▶ [INSTRUCTIONS TO FOLLOW]:
The required output is the lines of the listing from the beginning through the line containing "position:relative; width:684px; height:536px;", each copied exactly, without any pictures.

▶ [GIVEN RECORDS]:
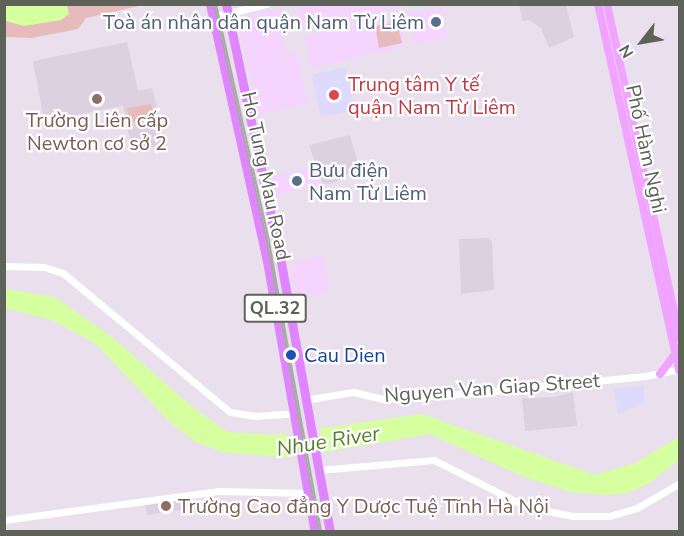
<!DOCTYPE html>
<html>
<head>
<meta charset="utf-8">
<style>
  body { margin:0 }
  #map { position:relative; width:684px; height:536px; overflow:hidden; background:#eae0ed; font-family:"Nunito Sans",sans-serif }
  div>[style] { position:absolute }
  .commercial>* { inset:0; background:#f5d4ff }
  .education>* { inset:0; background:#dcd1e0 }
  .medical>* { inset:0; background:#dddafc }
  .green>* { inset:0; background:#e7bbbb }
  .water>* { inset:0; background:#d6ff9f }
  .pier>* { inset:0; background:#eae0ed }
  .minor>* { height:7px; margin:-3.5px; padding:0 3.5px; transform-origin:3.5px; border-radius:3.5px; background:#fff }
  .major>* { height:8px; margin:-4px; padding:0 4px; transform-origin:4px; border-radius:4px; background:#f0a4ff }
  .highway>* { height:9px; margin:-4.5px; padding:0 4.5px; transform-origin:4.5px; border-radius:4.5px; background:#df86ff }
  .rail>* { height:4px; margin-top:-2px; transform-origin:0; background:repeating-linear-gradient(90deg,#fff 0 4.5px,#a8aaa7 0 9px); box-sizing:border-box; border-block:2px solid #a8aaa7 }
  .dots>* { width:16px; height:16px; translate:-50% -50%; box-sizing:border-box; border:3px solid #fff; border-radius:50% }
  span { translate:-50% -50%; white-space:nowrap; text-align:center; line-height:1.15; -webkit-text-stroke:4.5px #fff; paint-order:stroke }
  .shield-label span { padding:2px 4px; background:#fff; border:2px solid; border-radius:4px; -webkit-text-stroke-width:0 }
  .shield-label { font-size:18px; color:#5d6359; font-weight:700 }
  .service-label { font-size:20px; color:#4e5e75 }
  .right { translate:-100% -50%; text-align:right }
  .left { translate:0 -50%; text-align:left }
  .health-label { font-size:20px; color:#be3a42 }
  .education-label { font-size:20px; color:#785e54 }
  .street-label { font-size:20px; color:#5d6359 }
  .transit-label { font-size:20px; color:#164399 }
  .water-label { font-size:21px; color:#547f2a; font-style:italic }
  .frame { position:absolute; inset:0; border:6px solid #5d6359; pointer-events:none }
  .north { position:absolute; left:612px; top:12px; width:60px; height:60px; -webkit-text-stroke:4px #fff; paint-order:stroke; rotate:239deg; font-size:16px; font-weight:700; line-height:24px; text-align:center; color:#5d6359 }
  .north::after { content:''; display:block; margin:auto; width:21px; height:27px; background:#5d6359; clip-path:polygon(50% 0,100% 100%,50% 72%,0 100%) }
</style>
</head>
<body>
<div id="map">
  <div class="commercial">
    <div style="clip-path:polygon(299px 4px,405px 5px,405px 7px,305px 29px,301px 26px,297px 8px)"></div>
    <div style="clip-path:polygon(442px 7px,447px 38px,414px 43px,407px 15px)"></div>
    <div style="clip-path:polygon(280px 9px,287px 12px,292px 33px,281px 36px,285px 54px,296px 52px,308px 104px,259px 114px,240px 32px,247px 16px)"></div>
    <div style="clip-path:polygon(396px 17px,400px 18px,405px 44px,402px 47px,315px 67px,309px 65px,305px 36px)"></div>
    <div style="clip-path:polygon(318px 166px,323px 185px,275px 196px,271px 177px)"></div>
    <div style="clip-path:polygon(323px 255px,329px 292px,296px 298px,290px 268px,298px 266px,297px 260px)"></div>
  </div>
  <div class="education">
    <div style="clip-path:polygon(519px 5px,566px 5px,574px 37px,549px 48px,541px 28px,529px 20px,523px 21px)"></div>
    <div style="clip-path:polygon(127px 42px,138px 91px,152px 88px,166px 145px,132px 150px,123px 106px,44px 121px,33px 61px)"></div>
    <div style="clip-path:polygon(350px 135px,359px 166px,336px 182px,323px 185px,309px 145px)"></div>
    <div style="clip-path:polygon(487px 238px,492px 241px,494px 290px,461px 294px,459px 239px)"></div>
    <div style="clip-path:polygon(573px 392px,577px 426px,525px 431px,522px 398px,555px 397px)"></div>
    <div style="clip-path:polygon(185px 498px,187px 509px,147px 515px,145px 504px)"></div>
  </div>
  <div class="medical">
    <div style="clip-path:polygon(345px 67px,355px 110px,321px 117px,312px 79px,315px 74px)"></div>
    <div style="clip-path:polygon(644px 386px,645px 403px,618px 414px,614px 388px)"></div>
  </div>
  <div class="green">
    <div style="clip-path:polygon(4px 5px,143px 5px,86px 18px,78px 29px,32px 38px,5px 37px)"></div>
    <div style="clip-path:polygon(397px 22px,402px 43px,379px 48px,375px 26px)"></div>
    <div style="clip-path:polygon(151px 104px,155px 118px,129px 123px,127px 108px)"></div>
  </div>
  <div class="water">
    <div style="clip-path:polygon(4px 5px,67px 5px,69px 14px,61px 20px,24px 26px,6px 21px)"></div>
    <div style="clip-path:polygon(4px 289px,55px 297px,113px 338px,190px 405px,227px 432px,273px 435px,422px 414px,595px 475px,635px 463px,679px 437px,679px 460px,649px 483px,627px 493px,606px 495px,571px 492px,522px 476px,430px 434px,290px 458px,222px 452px,196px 442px,170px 422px,95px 343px,52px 320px,5px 308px)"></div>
  </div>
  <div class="pier">
    <div style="clip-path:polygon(319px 425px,324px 453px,292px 459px,286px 432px)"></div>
  </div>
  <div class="minor">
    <div style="left:212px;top:17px;width:56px;rotate:-13.5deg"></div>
    <div style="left:4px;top:266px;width:40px;rotate:1.4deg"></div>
    <div style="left:44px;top:267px;width:20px;rotate:18deg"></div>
    <div style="left:63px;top:273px;width:217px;rotate:39.8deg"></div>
    <div style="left:230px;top:412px;width:25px;rotate:9deg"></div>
    <div style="left:255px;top:416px;width:39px;rotate:-4deg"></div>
    <div style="left:305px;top:400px;width:49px;rotate:-9.5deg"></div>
    <div style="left:353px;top:392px;width:31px;rotate:13deg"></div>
    <div style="left:383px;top:399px;width:92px;rotate:-3.7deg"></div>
    <div style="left:475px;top:393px;width:171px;rotate:-5.7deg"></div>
    <div style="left:645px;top:376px;width:36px;rotate:-11deg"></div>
    <div style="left:319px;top:470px;width:115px;rotate:-5deg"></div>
    <div style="left:434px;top:460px;width:104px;rotate:26.8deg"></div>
    <div style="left:527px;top:507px;width:47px;rotate:11.1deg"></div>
    <div style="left:573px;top:516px;width:36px"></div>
    <div style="left:609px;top:516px;width:29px;rotate:-16deg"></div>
    <div style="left:637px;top:508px;width:50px;rotate:-30.2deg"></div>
    <div style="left:4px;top:520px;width:217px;rotate:-7.7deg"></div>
    <div style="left:219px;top:491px;width:89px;rotate:1.3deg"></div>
  </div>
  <div class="major">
    <div style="left:598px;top:4px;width:375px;rotate:77.5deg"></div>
    <div style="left:607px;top:4px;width:342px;rotate:77.7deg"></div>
    <div style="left:660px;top:374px;width:25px;rotate:-53deg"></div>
  </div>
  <div class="highway">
    <div style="left:210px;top:4px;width:263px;rotate:77.5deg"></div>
    <div style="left:267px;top:261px;width:275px;rotate:80deg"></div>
    <div style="left:226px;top:4px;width:259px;rotate:78deg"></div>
    <div style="left:280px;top:257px;width:280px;rotate:79.7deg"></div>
  </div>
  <div class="rail">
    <div style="left:215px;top:4px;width:244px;rotate:77.4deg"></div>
    <div style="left:268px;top:242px;width:295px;rotate:79.8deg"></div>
  </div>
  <div class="dots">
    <div style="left:436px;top:22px;background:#5c6f8a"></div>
    <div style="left:334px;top:95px;background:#e0444e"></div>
    <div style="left:97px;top:99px;background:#8d6e63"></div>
    <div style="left:297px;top:181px;background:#5c6f8a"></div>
    <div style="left:291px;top:355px;background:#1a4fb4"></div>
    <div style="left:166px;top:506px;background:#8d6e63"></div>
  </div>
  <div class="shield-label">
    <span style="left:275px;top:308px">QL.32</span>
  </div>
  <div class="service-label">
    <span class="right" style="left:424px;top:22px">Toà án nhân dân quận Nam Từ Liêm</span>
    <span class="left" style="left:309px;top:182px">Bưu điện<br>Nam Từ Liêm</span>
  </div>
  <div class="health-label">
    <span class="left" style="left:348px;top:96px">Trung tâm Y tế<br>quận Nam Từ Liêm</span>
  </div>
  <div class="education-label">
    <span style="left:97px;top:132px">Trường Liên cấp<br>Newton cơ sở 2</span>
    <span class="left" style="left:178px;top:506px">Trường Cao đẳng Y Dược Tuệ Tĩnh Hà Nội</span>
  </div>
  <div class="street-label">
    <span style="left:646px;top:149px;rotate:78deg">Phố Hàm Nghi</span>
    <span style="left:266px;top:176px;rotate:78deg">Ho Tung Mau Road</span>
    <span style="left:492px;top:388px;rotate:-4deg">Nguyen Van Giap Street</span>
  </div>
  <div class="transit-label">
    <span class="left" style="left:304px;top:355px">Cau Dien</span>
  </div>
  <div class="water-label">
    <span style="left:328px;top:441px;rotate:-9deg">Nhue River</span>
  </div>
  <div class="frame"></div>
  <div class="north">N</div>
</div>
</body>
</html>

▶ [RESPONSE AREA]:
<!DOCTYPE html>
<html>
<head>
<meta charset="utf-8">
<style>
  body { margin:0 }
  #map { position:relative; width:684px; height:536px; overflow:hidden; background:#eae0ed; font-family:"Nunito Sans",sans-serif }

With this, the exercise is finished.